#### Aim of the task:
Scan the material for "controls". Copy every line it appears in.

#### Data supplied:

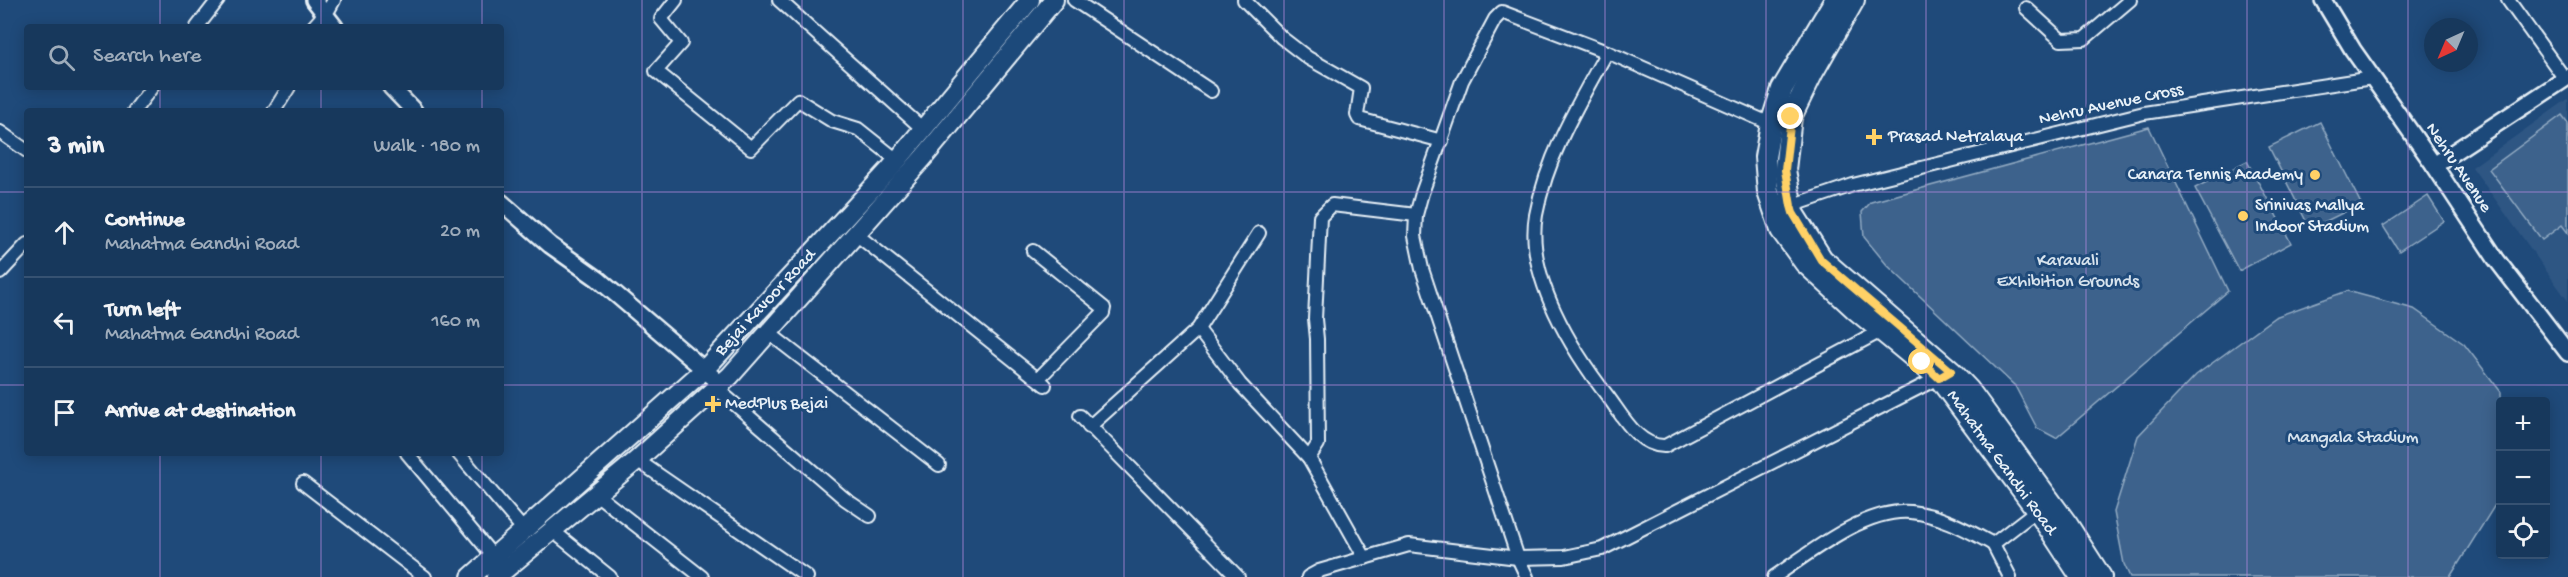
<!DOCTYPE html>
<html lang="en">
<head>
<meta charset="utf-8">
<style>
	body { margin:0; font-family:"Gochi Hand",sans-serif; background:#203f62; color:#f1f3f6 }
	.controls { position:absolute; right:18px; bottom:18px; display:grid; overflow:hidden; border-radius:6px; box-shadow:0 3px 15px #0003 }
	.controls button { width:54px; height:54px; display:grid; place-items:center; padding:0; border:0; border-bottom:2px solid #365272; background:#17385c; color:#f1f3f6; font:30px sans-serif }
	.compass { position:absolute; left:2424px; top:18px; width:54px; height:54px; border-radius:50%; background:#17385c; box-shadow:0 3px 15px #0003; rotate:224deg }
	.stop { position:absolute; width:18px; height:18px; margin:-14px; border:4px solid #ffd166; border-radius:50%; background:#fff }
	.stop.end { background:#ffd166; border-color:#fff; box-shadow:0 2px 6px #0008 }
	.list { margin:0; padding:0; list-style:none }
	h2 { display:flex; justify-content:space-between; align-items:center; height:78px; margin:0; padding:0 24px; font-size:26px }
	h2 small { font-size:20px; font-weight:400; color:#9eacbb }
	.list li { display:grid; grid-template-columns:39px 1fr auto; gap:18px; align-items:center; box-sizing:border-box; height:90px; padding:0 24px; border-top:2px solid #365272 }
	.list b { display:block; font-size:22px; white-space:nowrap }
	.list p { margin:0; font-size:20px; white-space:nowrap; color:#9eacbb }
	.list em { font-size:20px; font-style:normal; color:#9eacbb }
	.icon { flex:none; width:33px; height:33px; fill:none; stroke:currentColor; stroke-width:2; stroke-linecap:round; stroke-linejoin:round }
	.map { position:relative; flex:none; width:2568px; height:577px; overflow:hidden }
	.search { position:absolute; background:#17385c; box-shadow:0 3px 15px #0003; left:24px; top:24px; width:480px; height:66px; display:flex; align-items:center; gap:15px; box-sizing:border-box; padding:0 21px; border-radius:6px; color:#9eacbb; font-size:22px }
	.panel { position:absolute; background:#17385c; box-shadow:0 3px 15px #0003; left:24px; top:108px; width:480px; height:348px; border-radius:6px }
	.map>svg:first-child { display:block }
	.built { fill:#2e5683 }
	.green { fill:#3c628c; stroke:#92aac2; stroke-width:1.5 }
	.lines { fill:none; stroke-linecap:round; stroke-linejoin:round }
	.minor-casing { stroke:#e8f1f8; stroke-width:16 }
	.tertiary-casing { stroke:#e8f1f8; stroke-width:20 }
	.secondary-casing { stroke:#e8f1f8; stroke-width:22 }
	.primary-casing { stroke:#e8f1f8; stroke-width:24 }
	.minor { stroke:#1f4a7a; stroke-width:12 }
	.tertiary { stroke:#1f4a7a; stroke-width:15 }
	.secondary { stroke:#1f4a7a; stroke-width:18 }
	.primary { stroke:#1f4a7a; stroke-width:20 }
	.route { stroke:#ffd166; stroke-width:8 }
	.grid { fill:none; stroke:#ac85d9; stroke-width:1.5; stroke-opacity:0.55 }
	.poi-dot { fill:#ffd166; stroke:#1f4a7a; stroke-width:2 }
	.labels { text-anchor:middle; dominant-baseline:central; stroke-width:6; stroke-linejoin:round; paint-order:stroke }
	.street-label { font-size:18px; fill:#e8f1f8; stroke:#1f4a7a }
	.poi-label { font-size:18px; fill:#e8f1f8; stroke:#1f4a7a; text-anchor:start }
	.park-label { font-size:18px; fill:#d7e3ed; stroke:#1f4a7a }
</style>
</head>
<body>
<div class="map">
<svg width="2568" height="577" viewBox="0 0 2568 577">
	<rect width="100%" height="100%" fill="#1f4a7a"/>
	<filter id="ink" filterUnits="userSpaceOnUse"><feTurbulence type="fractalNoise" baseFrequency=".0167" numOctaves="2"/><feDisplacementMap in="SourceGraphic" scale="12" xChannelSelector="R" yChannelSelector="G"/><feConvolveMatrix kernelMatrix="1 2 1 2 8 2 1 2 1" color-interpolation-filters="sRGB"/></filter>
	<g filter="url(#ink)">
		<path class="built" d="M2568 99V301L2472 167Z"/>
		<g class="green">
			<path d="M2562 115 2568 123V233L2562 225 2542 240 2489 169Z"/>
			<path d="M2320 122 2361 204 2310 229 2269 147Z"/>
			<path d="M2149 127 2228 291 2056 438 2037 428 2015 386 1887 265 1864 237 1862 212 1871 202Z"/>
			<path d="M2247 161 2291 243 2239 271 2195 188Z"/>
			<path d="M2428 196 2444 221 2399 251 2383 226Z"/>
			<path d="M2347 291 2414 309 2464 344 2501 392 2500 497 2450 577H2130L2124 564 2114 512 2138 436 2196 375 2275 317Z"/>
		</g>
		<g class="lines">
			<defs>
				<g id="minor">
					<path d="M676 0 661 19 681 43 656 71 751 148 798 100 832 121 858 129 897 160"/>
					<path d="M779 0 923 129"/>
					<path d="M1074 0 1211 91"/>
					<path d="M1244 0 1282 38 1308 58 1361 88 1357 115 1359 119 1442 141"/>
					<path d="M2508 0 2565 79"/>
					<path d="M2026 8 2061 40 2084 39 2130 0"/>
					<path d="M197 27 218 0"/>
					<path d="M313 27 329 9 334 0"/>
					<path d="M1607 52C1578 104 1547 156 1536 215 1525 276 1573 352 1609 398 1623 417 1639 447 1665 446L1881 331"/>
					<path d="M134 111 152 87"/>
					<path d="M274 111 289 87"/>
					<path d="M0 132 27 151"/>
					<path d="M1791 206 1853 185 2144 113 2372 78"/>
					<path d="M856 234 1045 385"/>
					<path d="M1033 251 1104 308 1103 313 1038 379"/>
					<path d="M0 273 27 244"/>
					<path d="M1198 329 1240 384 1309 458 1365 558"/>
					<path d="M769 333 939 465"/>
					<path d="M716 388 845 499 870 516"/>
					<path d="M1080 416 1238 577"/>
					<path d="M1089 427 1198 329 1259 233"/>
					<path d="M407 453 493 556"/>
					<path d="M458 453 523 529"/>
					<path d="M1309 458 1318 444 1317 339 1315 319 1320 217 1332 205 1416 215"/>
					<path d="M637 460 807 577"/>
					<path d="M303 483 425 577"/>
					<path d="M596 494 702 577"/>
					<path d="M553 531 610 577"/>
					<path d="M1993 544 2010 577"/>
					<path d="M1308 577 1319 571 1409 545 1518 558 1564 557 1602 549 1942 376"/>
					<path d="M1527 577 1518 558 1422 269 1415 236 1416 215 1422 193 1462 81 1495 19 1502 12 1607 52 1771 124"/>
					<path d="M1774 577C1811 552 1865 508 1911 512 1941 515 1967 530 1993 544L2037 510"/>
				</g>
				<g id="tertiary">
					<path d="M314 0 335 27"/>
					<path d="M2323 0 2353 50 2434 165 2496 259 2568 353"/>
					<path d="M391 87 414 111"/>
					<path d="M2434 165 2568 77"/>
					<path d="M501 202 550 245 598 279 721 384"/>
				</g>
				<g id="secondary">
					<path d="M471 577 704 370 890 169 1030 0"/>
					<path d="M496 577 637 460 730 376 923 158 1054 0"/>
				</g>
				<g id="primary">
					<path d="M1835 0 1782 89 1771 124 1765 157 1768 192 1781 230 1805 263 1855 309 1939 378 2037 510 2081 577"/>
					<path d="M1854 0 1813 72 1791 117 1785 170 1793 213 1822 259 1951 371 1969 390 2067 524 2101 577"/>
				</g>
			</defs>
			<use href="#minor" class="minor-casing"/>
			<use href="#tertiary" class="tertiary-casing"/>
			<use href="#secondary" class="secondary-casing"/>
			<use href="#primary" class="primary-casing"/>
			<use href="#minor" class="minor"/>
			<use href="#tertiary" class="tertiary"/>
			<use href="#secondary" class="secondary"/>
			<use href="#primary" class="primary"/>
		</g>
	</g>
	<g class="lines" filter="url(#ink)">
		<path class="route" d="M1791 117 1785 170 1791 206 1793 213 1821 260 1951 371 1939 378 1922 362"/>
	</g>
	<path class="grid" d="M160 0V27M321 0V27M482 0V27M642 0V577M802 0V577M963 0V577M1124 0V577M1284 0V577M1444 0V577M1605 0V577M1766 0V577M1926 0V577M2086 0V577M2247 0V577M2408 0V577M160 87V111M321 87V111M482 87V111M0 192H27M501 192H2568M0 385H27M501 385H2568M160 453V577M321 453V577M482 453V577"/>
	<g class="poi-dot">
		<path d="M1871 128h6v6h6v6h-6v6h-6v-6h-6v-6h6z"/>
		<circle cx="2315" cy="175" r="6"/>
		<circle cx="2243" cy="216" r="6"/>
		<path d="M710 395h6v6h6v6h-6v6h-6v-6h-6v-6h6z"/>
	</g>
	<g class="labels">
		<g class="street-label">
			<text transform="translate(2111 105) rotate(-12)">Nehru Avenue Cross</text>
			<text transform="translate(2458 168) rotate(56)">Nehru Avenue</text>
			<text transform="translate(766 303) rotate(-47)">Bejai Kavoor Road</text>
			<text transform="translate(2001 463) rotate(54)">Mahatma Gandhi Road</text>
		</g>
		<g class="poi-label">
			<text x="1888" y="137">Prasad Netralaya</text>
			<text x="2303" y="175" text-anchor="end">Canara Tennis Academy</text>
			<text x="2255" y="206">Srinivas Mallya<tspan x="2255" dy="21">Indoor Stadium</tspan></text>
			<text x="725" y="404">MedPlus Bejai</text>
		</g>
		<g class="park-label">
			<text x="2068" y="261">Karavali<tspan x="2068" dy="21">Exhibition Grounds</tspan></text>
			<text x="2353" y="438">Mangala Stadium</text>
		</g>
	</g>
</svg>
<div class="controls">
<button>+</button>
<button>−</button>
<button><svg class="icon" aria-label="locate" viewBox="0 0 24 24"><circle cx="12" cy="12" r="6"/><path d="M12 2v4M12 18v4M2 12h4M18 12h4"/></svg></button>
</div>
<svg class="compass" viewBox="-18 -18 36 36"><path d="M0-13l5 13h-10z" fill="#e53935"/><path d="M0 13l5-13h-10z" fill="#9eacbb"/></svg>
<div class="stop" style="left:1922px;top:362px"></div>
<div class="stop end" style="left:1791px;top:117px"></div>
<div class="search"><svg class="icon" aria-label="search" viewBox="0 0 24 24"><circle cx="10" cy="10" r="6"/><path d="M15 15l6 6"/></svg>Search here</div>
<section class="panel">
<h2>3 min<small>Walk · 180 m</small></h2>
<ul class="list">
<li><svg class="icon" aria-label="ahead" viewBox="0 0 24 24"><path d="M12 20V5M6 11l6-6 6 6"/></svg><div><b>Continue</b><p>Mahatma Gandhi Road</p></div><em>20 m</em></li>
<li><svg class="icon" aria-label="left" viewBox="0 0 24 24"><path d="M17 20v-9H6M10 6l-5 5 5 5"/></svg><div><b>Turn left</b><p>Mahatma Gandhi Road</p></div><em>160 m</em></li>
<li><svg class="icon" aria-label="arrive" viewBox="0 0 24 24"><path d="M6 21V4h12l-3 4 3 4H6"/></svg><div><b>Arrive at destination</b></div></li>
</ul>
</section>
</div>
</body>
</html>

#### Written solution:
	.controls { position:absolute; right:18px; bottom:18px; display:grid; overflow:hidden; border-radius:6px; box-shadow:0 3px 15px #0003 }
	.controls button { width:54px; height:54px; display:grid; place-items:center; padding:0; border:0; border-bottom:2px solid #365272; background:#17385c; color:#f1f3f6; font:30px sans-serif }
<div class="controls">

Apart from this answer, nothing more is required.